Location>code7788 >text

Kirin V10 deployment ROCEv2 network card configuration steps

Popularity:100 ℃/2025-04-13 09:01:40

Here are the steps to configure RoCEv2 for Kirin Server V10:

Step 1: Confirm hardware and driver support

Before you begin configuration, you must first make sure your server hardware meets the requirements. Usually requiredMellanox ConnectX series network card(for example, mlx5 series), and the latest OFED driver package is installed. You can check the driver status by following command:

modinfo mlx5_core # View kernel module information
 lspci | grep Mellanox # Confirm network card model

If you find that the driver is not loading correctly, you need to download the corresponding version of the driver from the Mellanox official website and install it.

Step 2: Switch the network card to RoCEv2 mode

By default, RDMA may run in RoCEv1 mode (based on Ethernet layer 2), while RoCEv2 needs to switch to Layer 3 IP mode. usecma_roce_modeTool adjustment (assuming the network card device name ismlx5_1):

cma_roce_mode -d mlx5_1 -p 1 -m 2

Here-m 2Indicates that RoCEv2 is enabled. After completion, it is recommended to passdmesg | grep RDMACheck the kernel log and confirm that the mode switch is successful.

Step 3: Configure flow control and priority

RoCEv2 is sensitive to network quality and needs to be coordinatedDCQCN (Dynamic Congestion Control)andPFC (Priority Flow Control). Assume that the network card interface name isens1np0, need to be set in the system:

  1. Turn on ECN and Priority
    Enable the ECN function of Priority 3 (usually used for RoCE traffic):
    echo 1 > /sys/class/net/ens1np0/ecn/roce_np/enable/3
    echo 1 > /sys/class/net/ens1np0/ecn/roce_rp/enable/3
    
  2. Mark CNP messages
    Set the DSCP value and 802.1p priority of the congestion notification message (CNP):
    echo 48 > /sys/class/net/ens1np0/ecn/roce_np/cnp_dscp # DSCP=48
     echo 6 > /sys/class/net/ens1np0/ecn/roce_np/cnp_802p_prio # 802.1p priority 6

Step 4: Optimize network card queue scheduling

By Mellanoxmlnx_qosTools adjust QoS policies to ensure that RoCE traffic has sufficient bandwidth. For example, assign higher weights to priority 3:

mlnx_qos -i ens1np0 --trust=dscp # Trust DSCP tag
 mlnx_qos -i ens1np0 -f 0,0,0,1,0,0,0,0 # Enable PFC in priority 3
 mlnx_qos -i ens1np0 -s ets,ets,ets,ets,ets,ets,ets,strict,strict -t 10,10,50,10,10,0,0 # Queue weight allocation

The key to this step is to enable the queue of priority 3 (corresponding to RoCEv2 traffic) to obtain a higher bandwidth ratio and avoid other traffic from preempting resources.

Step 5: Configure the switch side

If the server is connected to the switch, make sure the switch configuration is consistent with the network card.
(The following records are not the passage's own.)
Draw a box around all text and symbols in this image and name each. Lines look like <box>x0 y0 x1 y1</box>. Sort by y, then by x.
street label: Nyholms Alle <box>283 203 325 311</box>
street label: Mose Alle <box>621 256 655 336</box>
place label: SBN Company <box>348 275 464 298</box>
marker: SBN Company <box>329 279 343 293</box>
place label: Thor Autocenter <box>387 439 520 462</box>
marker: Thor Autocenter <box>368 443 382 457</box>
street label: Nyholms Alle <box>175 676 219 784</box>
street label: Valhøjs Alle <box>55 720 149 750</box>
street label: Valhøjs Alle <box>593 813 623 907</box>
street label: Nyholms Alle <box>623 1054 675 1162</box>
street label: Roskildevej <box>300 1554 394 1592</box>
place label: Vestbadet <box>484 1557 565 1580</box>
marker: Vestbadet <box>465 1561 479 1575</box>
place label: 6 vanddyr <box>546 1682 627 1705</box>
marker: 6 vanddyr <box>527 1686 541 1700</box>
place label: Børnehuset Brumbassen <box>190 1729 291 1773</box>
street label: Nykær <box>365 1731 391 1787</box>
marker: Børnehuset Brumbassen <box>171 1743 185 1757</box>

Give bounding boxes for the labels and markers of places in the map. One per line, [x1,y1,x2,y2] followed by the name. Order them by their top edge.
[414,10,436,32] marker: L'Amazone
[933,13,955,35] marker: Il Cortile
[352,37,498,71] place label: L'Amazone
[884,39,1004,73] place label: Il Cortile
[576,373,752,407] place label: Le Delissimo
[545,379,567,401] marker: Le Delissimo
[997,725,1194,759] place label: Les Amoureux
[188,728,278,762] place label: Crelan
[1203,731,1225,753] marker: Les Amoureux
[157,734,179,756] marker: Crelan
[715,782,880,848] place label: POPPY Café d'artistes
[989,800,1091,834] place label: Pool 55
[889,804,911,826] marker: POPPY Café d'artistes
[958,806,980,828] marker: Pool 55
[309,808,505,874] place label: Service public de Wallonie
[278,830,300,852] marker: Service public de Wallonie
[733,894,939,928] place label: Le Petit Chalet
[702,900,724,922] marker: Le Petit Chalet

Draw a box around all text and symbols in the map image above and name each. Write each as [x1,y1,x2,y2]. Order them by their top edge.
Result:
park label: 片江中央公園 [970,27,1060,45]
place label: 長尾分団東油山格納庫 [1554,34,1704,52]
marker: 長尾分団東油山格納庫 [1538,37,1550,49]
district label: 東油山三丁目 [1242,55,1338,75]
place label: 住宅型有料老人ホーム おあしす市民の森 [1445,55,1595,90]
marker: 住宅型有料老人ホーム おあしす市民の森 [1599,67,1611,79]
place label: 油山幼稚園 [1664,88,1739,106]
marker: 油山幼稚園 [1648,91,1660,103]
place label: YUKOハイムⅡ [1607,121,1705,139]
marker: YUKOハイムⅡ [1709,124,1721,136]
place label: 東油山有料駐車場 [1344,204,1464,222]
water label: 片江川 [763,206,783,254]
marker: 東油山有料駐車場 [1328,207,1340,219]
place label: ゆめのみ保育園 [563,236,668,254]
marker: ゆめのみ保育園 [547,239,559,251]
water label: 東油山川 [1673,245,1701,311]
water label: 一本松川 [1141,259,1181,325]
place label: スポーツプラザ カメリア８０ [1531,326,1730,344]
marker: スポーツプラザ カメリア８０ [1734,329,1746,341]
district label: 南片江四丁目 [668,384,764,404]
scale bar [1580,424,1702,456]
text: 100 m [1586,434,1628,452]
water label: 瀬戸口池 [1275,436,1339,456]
For example:

  • Enable on the switchDSCP-based PFC, and enable flow control for DSCP=48 (i.e. priority 3).
  • Confirm that the switch's ECN function is enabled and matches the server's DSCP/802.1p mapping.
    The specific configuration commands vary according to the switch model, and it is recommended to refer to the switch manufacturer's documentation.

Step 6: Verify the configuration

The last step is to test whether RoCEv2 works properly. Recommended useib_send_bwTools perform bandwidth testing:
Server:

ib_send_bw -d mlx5_1 --report_gbits -F -R

Client:

ib_send_bw -d mlx5_1 --report_gbits -F -R <Server IP>

If you see a stable high bandwidth (such as 25Gbps or 100Gbps, depending on the network card model), the configuration is successful. If packet loss or low bandwidth occurs, you can passethtool -S ens1np0Check network card statistics, or use Wireshark to capture packets and analyze ECN and CNP packets.

Things to note

  • Restart the network service: After the configuration is completed, it is recommended to restart the network service to make the settings take effect:
    systemctl restart NetworkManager # or traditional network service
  • Kernel parameters: If you use the network card binding, you need to/etc//Medium configurationmiimon=100 mode=4(802.3ad dynamic aggregation).
  • Firmware upgrade: If you encounter compatibility issues, you may need to upgrade the network card firmware.

Through the above steps, you should be able to successfully deploy RoCEv2 on Kirin V10. If you encounter problems during operation, you can prioritize checking whether the driver version and switch configuration match, which is the most common point of failure.